Data shown:
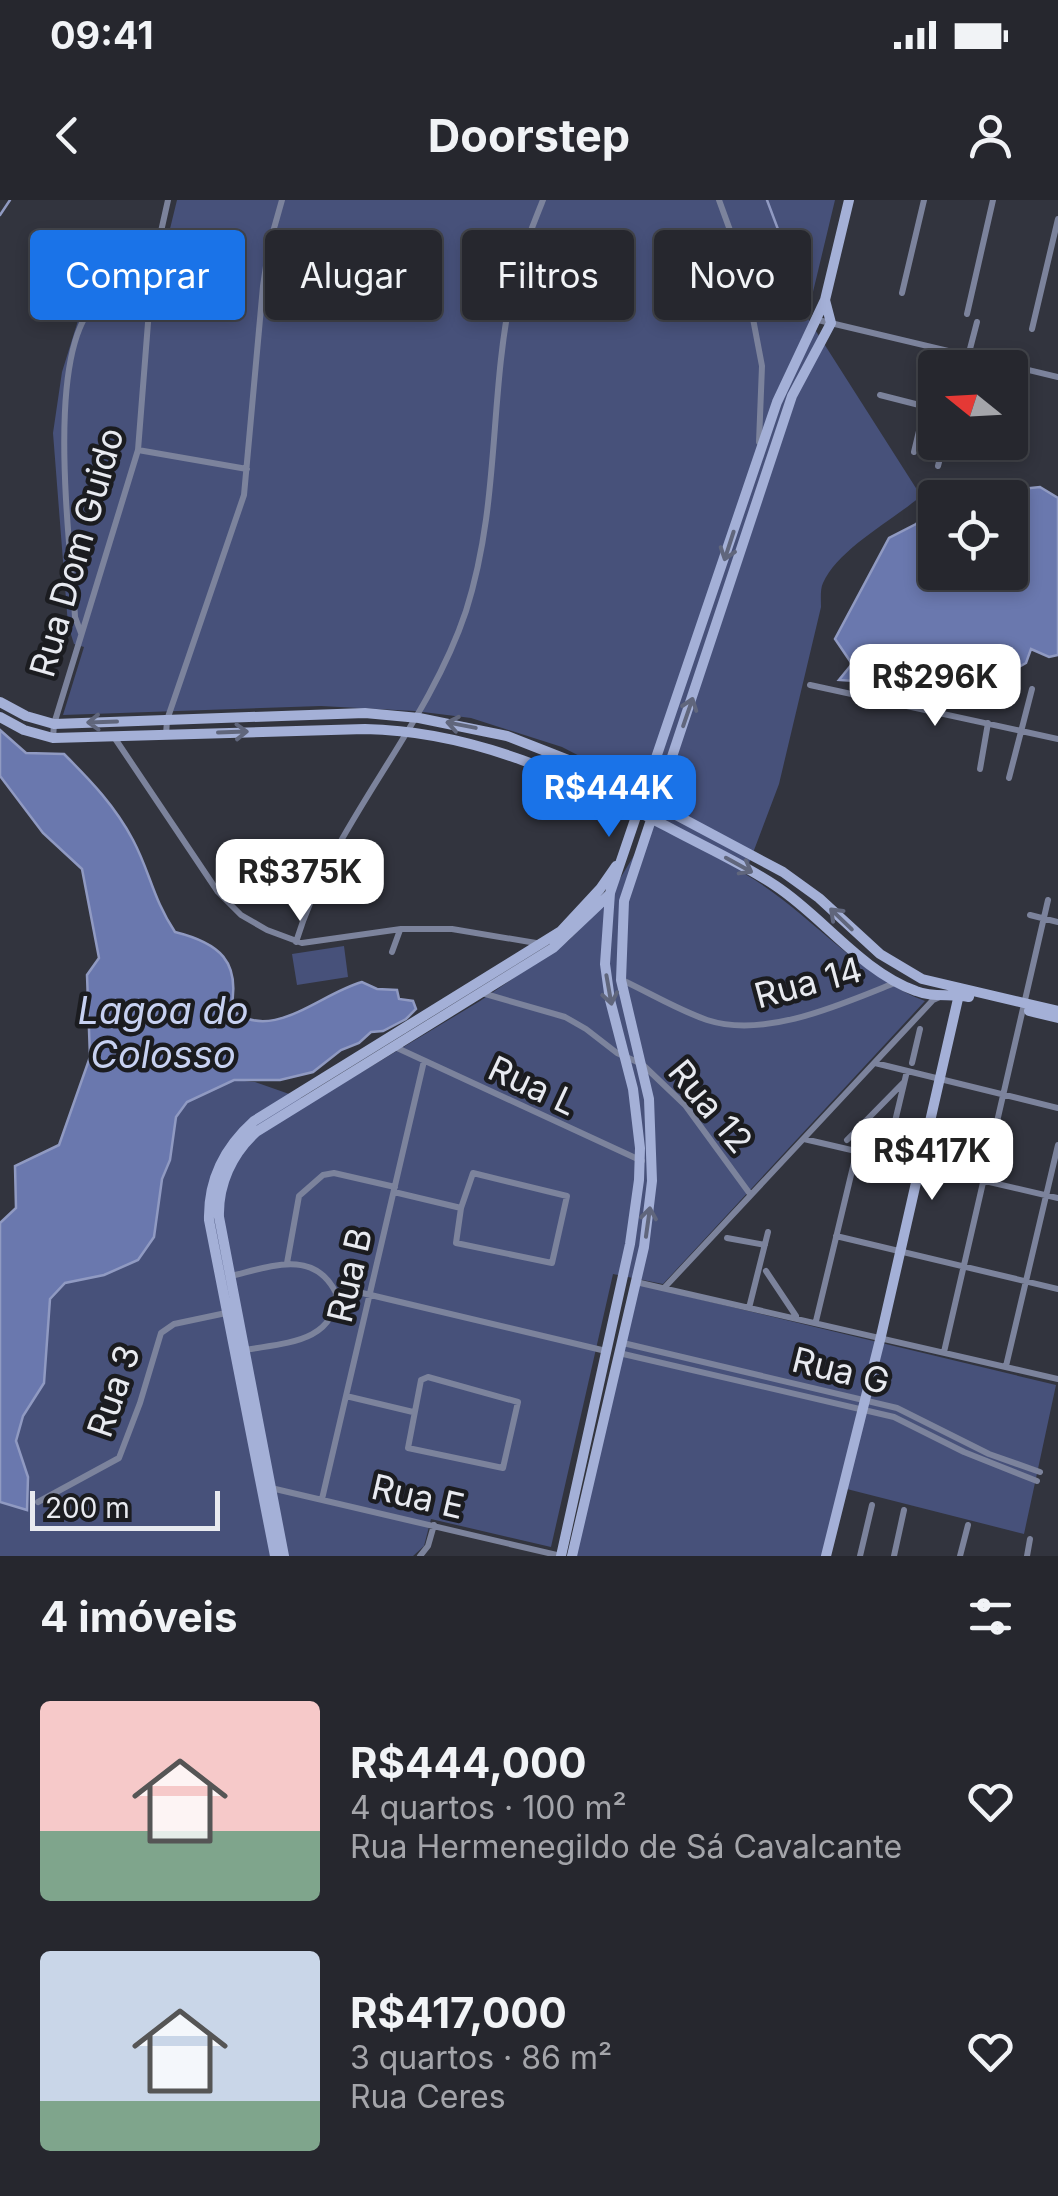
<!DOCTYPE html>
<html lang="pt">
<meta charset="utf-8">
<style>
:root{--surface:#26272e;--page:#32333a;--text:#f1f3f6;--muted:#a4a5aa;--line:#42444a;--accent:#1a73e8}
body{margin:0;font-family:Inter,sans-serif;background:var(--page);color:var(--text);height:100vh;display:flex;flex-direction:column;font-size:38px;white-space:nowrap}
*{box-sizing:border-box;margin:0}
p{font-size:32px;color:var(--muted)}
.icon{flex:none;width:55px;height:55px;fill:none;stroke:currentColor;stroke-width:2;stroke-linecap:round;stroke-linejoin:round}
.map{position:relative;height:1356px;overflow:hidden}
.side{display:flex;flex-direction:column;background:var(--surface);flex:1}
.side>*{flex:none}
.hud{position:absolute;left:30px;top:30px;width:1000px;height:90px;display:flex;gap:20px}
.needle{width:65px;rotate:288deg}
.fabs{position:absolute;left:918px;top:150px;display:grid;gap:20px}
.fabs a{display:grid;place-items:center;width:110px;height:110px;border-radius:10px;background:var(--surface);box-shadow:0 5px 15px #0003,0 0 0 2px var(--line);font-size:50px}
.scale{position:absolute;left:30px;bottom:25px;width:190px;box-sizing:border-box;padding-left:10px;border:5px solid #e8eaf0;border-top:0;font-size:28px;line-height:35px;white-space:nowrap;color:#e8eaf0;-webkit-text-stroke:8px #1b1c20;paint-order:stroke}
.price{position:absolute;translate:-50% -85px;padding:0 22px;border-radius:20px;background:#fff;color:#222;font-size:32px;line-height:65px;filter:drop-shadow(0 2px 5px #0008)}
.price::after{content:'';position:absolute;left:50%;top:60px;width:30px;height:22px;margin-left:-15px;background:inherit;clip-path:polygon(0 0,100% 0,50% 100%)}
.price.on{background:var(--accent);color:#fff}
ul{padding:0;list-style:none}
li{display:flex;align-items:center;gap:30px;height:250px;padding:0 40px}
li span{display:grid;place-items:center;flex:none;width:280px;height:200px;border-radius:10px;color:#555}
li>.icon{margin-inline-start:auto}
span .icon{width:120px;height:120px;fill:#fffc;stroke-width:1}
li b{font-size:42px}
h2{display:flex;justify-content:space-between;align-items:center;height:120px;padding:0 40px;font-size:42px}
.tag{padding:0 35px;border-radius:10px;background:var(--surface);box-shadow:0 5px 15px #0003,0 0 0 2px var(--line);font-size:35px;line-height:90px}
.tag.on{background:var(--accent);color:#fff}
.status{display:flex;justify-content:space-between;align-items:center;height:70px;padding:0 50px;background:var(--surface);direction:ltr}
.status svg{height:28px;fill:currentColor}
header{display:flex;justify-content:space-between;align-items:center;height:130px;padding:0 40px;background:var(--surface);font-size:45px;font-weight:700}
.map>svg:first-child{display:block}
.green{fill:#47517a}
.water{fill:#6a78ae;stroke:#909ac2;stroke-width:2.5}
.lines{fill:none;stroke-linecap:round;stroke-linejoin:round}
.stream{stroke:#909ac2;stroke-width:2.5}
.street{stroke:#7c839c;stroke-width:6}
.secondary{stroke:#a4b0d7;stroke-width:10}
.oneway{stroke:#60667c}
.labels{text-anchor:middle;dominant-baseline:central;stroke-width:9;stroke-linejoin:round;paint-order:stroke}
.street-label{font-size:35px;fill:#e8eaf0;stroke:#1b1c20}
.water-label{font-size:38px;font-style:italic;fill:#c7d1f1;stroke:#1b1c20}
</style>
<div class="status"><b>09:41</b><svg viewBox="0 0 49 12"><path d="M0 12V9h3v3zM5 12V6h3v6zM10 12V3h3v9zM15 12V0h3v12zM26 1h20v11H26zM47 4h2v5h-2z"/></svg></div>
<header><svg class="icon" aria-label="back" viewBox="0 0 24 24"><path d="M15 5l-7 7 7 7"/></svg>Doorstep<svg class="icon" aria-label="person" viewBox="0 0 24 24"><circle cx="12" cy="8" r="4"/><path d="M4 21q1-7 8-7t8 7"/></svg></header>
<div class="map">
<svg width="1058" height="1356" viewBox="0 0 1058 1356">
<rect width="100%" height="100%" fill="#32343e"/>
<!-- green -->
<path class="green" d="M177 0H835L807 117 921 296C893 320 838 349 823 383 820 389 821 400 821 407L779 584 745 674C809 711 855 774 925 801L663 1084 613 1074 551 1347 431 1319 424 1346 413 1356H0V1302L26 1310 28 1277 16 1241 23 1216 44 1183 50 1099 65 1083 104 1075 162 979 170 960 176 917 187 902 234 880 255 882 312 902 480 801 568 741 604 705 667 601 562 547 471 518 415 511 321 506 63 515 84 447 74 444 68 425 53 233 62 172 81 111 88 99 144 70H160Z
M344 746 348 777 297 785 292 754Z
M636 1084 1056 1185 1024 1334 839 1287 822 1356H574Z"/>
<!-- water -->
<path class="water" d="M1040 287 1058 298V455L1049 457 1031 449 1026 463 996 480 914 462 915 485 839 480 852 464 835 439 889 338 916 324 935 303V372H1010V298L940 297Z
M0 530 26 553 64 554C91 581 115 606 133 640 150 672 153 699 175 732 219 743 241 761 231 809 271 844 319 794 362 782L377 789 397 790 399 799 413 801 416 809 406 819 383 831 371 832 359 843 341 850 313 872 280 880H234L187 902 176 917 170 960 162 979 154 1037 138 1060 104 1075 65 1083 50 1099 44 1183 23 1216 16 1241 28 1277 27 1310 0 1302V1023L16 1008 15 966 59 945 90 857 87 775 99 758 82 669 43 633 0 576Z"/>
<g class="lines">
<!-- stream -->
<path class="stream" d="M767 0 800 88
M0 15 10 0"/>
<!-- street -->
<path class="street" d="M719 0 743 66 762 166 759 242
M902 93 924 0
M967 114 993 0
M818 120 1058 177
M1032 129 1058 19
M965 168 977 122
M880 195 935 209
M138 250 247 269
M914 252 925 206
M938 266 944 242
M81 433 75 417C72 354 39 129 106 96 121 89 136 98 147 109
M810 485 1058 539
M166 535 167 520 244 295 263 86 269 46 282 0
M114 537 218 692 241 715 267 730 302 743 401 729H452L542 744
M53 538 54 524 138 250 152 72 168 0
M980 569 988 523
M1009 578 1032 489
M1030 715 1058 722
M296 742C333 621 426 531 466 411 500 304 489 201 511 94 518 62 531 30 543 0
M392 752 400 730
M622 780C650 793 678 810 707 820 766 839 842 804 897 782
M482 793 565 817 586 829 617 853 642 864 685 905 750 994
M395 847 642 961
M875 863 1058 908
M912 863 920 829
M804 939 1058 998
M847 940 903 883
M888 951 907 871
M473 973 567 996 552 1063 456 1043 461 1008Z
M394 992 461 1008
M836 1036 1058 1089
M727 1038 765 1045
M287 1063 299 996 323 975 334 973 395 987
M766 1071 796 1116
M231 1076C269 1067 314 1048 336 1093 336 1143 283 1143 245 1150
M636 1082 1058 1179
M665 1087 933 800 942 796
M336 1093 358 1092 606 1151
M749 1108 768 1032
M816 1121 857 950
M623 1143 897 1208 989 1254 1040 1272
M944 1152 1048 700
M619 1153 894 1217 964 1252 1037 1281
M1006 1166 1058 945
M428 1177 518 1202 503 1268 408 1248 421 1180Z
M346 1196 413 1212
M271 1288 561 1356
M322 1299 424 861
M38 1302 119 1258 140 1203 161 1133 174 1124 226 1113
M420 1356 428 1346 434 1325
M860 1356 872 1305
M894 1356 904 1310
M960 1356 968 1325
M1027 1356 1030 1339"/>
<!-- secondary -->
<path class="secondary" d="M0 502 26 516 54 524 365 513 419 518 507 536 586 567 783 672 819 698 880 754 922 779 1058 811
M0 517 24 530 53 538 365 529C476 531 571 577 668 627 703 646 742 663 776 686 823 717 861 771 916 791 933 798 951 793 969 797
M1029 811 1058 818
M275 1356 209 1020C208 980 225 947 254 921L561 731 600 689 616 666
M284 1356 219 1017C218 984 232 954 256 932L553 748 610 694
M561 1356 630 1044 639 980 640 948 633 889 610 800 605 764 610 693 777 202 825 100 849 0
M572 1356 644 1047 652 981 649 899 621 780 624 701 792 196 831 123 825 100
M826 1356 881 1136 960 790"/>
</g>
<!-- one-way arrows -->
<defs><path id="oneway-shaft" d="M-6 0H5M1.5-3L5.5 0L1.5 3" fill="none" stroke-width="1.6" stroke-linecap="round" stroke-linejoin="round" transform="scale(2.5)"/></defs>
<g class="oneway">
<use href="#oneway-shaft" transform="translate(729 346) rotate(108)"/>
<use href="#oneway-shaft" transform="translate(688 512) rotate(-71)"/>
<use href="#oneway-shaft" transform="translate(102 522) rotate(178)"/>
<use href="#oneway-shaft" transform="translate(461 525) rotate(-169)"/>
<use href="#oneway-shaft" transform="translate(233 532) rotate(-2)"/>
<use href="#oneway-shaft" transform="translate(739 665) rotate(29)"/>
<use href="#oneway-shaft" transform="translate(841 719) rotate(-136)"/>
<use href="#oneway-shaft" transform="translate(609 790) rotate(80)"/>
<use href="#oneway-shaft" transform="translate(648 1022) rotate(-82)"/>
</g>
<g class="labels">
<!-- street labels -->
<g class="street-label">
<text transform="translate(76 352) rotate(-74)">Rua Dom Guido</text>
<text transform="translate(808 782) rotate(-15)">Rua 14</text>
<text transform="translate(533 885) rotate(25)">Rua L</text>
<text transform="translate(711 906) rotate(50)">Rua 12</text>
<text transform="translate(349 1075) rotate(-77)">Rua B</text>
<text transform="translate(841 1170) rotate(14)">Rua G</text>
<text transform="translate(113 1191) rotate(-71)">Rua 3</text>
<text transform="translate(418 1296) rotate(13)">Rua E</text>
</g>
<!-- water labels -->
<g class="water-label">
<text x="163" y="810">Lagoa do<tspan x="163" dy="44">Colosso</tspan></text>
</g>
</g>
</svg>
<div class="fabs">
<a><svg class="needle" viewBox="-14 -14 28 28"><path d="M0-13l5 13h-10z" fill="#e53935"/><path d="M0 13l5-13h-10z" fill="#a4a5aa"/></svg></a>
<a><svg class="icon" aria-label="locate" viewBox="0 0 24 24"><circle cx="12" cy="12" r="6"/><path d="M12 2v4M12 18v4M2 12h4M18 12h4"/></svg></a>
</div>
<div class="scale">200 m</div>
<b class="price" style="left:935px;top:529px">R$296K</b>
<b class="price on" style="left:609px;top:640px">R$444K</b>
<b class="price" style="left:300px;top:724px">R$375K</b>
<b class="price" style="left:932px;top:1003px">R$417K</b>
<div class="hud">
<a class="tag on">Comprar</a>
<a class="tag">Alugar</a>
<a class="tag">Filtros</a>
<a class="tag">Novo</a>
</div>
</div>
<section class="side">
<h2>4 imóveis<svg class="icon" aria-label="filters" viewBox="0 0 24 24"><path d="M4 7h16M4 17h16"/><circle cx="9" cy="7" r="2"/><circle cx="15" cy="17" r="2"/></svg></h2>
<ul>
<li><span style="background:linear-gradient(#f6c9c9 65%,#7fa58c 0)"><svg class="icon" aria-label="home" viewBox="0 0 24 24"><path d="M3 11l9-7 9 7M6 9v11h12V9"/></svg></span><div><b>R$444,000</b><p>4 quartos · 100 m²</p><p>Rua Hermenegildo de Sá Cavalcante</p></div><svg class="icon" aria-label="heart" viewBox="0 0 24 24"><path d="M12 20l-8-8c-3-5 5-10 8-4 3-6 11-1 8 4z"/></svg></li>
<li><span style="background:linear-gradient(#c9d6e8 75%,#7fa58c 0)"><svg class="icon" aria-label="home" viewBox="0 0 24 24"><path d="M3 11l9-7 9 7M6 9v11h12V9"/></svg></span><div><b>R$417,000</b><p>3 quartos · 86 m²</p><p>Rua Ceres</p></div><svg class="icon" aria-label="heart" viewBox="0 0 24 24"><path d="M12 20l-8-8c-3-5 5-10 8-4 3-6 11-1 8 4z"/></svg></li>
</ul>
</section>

Task objective:
Go through the material and copy each line in which the word "lines" occurs.

Answer for this exercise:
.lines{fill:none;stroke-linecap:round;stroke-linejoin:round}
<g class="lines">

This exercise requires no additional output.